As Suppliers Hike Costs, Small Businesses Set Sights on BNPL to Pay

As wholesale prices continue to rise, BNPL could prove a lifeline for small businesses.

That is especially true for Main Street small businesses, the backbone of the U.S. economy.

As PYMNTS’ recent surveys of SMBs have shown — consistently — inflation is top of mind for business owners. And coming into the new year, they’ve seen inflation as their biggest challenge. Less than a quarter of these companies say that inflation will return to normal within a year.

The latest data from the government signals the wait for inflation to abate will be long.

From December to January, the government’s producer price index jumped 0.7% — a reversal of the 0.2% drop that had been seen in the previous month.

The PPI, as it’s commonly called, was up 4.5% from a year ago. And it measures the prices charged by the producers of the goods and services that we, as consumers, ultimately consume — but they give a sense of how pricing is trending up and down supply chains.  

The PPI is, over time, a gauge of how consumer prices will ultimately fare.  

Negative Ripple Effects

But the PPI also indicates how much the cost of keeping the door open, the shelves stocked and the lights on really does ripple through the B2B ecosystem.  

This time around, the prices of finished goods for final demand and for goods that flow through the chain to be worked on in some way (before becoming final-demand goods) saw gains in the latest reading.

There’s not much room for Main Street SMBs to maneuver in the bid to keep margins from being pressured even more than they already are. Wages are tough to cut because salaries keep talent on hand and staff behind the counter. Automation helps but requires capital investment. More firms are looking to modernize operations, though. As PYMNTS reported recently, in just one example, 30% of construction firms are investing in tech to save time and money and improve back-office functions.

Most immediately, BNPL can help these firms navigate the pressures of getting inventory and raw materials on hand to keep their businesses viable and manage costs. 

There’s no shortage of coverage on our digital pages of the pain points inherent in B2B payments, where cash flow is stymied while chasing down funds owed and where tapping working capital can be difficult across banking channels.

However, business owners are also consumers. As consumers, we’ve gotten used to BNPL as a way to break down daily (and big-ticket) purchases into manageable weekly or monthly obligations. That appeal carries over to business payments too. By paying over time, the SMB can conceivably conserve cash flow and match cash outlays more firmly to the cash that comes in the door as it gets paid by other enterprises or end customers.   

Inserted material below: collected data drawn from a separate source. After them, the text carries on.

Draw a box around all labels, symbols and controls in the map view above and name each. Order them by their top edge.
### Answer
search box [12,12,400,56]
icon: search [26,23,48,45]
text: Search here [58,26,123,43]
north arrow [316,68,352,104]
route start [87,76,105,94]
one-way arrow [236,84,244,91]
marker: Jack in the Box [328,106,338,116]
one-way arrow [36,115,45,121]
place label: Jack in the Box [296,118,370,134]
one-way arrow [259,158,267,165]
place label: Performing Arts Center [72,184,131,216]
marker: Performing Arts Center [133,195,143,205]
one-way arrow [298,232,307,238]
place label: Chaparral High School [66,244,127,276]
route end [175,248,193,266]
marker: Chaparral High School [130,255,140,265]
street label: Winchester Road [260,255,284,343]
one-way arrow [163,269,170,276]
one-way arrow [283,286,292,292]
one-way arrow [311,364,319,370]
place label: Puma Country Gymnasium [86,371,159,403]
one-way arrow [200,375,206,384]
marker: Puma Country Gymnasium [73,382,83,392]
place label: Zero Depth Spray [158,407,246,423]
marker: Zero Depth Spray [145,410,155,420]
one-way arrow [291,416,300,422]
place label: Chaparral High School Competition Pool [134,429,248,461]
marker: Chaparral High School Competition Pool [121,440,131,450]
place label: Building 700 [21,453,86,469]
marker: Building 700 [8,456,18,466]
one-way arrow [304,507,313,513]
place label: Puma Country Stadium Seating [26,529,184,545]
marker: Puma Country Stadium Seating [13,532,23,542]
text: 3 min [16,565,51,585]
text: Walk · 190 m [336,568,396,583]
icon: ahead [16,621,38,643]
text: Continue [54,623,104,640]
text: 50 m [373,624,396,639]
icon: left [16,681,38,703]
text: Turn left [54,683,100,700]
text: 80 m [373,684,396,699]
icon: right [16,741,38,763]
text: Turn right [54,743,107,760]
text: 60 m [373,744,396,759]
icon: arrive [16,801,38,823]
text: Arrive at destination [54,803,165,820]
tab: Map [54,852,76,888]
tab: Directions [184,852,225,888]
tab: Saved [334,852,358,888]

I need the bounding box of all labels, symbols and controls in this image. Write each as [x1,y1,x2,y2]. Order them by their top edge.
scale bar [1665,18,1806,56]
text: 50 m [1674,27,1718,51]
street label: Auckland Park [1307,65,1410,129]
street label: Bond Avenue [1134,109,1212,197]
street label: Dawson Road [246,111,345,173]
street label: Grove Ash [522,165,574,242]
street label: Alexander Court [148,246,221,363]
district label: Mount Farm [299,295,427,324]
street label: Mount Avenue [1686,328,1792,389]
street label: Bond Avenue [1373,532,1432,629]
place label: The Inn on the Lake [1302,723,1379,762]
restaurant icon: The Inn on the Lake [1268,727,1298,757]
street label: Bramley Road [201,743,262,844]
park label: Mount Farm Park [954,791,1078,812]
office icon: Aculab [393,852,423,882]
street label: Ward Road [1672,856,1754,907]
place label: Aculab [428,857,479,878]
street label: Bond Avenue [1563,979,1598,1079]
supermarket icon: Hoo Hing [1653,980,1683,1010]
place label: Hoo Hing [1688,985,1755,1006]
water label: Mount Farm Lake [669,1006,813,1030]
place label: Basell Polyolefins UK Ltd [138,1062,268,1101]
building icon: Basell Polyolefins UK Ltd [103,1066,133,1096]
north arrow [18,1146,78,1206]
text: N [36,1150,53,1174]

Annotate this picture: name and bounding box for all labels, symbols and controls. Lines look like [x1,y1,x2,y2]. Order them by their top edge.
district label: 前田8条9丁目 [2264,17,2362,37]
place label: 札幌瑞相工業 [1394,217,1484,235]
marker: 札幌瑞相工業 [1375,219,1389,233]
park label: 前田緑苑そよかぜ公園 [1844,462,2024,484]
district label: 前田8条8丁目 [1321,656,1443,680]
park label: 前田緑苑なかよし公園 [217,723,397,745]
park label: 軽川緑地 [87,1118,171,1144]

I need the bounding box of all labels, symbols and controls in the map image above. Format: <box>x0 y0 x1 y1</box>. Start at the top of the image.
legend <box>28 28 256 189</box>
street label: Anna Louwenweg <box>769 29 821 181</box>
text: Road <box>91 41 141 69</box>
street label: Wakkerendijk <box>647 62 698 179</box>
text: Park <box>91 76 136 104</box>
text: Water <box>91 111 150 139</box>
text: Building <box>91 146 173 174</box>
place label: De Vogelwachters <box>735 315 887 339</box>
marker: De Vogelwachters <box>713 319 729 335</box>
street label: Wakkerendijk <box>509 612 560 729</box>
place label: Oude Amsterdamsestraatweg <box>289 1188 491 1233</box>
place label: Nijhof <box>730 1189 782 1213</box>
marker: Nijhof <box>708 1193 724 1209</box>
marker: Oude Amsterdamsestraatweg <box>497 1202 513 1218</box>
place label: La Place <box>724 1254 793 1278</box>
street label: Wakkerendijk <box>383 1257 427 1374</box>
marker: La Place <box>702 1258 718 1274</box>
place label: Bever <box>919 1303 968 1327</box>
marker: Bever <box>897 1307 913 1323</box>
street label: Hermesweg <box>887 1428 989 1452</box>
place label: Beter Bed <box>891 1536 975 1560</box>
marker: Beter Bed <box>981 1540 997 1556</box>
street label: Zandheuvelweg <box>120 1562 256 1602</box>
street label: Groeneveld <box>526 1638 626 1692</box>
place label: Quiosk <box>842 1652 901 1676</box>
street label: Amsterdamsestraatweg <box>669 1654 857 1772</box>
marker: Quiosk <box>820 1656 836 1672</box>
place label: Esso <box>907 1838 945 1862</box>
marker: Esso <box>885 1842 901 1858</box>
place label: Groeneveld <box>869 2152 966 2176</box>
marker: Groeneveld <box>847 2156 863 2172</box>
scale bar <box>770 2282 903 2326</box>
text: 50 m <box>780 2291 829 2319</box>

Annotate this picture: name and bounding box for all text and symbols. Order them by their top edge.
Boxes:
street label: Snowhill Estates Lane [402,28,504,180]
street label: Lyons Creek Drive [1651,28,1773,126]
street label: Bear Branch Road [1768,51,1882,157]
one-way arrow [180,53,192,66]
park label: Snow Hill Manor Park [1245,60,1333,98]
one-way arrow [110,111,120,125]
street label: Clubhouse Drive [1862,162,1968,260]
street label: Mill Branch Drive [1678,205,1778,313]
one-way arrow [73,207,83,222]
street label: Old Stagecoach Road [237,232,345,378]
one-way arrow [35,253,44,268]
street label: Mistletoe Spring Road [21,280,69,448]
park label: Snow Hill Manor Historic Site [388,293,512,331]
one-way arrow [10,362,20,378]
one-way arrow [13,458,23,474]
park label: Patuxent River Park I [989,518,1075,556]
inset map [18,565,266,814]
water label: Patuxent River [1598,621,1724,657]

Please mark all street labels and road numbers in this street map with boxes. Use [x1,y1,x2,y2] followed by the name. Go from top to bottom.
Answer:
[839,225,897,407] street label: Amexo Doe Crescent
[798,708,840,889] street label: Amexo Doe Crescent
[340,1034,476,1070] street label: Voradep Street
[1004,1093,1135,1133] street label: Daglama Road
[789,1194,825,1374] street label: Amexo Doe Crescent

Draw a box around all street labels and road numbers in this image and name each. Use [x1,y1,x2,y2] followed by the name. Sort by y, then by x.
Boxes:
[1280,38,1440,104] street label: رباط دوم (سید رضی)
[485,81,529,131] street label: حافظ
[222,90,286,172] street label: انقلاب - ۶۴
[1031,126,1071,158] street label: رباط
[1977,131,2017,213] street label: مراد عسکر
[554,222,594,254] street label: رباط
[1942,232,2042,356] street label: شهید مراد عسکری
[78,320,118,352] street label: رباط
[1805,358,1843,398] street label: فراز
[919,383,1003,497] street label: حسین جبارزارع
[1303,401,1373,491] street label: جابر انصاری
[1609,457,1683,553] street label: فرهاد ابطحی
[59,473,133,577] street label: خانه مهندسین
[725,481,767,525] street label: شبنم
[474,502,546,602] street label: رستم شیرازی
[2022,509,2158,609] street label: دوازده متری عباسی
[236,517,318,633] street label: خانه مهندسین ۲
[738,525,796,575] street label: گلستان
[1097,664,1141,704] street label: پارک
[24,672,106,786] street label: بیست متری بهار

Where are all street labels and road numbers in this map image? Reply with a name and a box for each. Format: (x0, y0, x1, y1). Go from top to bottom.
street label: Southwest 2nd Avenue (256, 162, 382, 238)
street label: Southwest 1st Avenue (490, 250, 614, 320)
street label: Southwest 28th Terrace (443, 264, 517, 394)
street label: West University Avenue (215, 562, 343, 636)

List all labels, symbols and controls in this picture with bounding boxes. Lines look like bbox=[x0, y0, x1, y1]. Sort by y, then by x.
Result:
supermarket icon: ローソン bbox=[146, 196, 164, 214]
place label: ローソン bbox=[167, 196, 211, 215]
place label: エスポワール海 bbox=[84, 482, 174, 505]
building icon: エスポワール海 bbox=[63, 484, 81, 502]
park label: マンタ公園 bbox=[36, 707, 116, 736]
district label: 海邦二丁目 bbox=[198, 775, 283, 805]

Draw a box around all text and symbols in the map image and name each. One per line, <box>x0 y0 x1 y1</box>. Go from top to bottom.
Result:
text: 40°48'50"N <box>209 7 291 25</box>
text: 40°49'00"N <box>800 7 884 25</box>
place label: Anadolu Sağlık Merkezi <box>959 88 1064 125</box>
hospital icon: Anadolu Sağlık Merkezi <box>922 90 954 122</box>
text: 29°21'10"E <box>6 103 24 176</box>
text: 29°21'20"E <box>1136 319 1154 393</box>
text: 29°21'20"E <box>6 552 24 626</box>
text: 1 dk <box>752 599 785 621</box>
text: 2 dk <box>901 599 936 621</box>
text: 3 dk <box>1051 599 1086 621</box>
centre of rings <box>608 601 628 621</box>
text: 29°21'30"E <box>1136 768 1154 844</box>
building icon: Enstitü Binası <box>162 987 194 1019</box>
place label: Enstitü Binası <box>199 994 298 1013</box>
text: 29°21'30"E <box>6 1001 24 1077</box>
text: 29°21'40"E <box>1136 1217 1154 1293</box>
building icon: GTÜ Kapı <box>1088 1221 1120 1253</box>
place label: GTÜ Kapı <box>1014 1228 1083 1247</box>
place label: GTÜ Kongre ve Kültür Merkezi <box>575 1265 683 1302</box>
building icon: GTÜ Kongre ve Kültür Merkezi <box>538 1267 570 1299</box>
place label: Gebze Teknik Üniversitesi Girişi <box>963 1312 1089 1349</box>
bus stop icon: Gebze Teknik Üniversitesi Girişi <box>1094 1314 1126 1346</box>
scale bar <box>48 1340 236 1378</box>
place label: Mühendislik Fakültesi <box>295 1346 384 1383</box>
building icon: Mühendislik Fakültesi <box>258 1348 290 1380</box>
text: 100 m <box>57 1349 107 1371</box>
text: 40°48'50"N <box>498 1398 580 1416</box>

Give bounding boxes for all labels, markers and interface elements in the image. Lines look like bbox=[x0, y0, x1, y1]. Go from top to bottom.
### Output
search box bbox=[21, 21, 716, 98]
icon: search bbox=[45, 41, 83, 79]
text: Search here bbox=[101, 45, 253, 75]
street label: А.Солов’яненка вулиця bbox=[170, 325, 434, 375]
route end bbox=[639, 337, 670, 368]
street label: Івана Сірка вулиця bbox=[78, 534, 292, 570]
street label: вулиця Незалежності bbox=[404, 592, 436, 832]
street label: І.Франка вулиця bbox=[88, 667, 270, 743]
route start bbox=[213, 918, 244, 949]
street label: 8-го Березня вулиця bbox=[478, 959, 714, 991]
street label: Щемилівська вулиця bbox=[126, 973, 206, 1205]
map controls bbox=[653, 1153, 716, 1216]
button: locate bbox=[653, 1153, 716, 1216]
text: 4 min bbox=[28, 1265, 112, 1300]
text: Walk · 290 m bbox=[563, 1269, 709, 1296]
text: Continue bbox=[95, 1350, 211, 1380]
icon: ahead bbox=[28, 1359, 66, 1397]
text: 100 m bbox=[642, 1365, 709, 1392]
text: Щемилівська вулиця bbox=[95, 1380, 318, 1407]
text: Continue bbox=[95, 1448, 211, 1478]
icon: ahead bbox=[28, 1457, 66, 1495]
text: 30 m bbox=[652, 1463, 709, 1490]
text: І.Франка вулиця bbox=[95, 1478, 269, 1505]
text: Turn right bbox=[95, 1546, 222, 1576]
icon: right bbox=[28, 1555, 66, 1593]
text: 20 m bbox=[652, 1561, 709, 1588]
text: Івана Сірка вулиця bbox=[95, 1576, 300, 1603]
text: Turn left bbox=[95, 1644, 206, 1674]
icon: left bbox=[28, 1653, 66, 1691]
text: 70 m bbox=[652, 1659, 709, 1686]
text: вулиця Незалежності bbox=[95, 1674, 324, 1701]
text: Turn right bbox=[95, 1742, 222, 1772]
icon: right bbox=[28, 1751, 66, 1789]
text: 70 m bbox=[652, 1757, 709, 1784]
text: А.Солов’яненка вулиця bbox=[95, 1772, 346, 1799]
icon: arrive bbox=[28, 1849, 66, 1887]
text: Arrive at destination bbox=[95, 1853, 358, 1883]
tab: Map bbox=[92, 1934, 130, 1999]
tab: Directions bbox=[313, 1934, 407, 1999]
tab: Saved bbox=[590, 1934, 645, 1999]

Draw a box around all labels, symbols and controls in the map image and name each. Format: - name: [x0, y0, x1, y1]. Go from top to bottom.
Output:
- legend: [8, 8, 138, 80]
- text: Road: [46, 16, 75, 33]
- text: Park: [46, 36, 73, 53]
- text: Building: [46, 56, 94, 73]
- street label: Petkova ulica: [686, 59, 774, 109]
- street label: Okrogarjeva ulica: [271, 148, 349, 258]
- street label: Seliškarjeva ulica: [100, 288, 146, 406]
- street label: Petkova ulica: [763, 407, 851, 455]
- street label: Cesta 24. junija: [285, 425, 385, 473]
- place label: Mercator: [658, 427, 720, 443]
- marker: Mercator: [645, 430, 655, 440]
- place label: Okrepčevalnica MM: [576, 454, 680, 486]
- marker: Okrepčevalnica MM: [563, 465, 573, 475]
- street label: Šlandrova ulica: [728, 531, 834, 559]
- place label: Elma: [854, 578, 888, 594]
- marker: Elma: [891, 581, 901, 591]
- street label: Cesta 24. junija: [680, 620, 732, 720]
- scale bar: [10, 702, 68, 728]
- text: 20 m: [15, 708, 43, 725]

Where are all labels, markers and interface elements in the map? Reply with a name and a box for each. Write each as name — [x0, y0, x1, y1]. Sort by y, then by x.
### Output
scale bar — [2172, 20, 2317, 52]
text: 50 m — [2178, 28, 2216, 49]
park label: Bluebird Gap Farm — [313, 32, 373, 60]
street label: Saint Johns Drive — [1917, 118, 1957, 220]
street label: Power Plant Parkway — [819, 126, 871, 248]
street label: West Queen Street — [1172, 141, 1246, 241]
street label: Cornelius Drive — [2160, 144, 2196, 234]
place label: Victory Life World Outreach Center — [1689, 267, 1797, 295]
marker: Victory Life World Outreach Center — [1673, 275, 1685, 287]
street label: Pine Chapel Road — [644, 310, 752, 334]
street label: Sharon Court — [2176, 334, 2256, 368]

An increasing number of providers are taking advantage of that greenfield opportunity — and it’s a global one. To list just a few announcements in the last few weeks: B2B BNPL startup Mondu has added $13 million to its Series A funding round and has raised $56 million to boost its expansion in Europe. Hokodo and Lemonway announced last month that they have partnered to enable B2B marketplaces in Europe to offer trade credit online.

In a separate interview with PYMNTS, Plastiq COO Stoyan Kenderov and Obvi CEO and Co-founder Ronak Shah said that B2B BNPL can help SMBs, particularly retailers, bootstrap more efficiently, unlock cash flow and scale.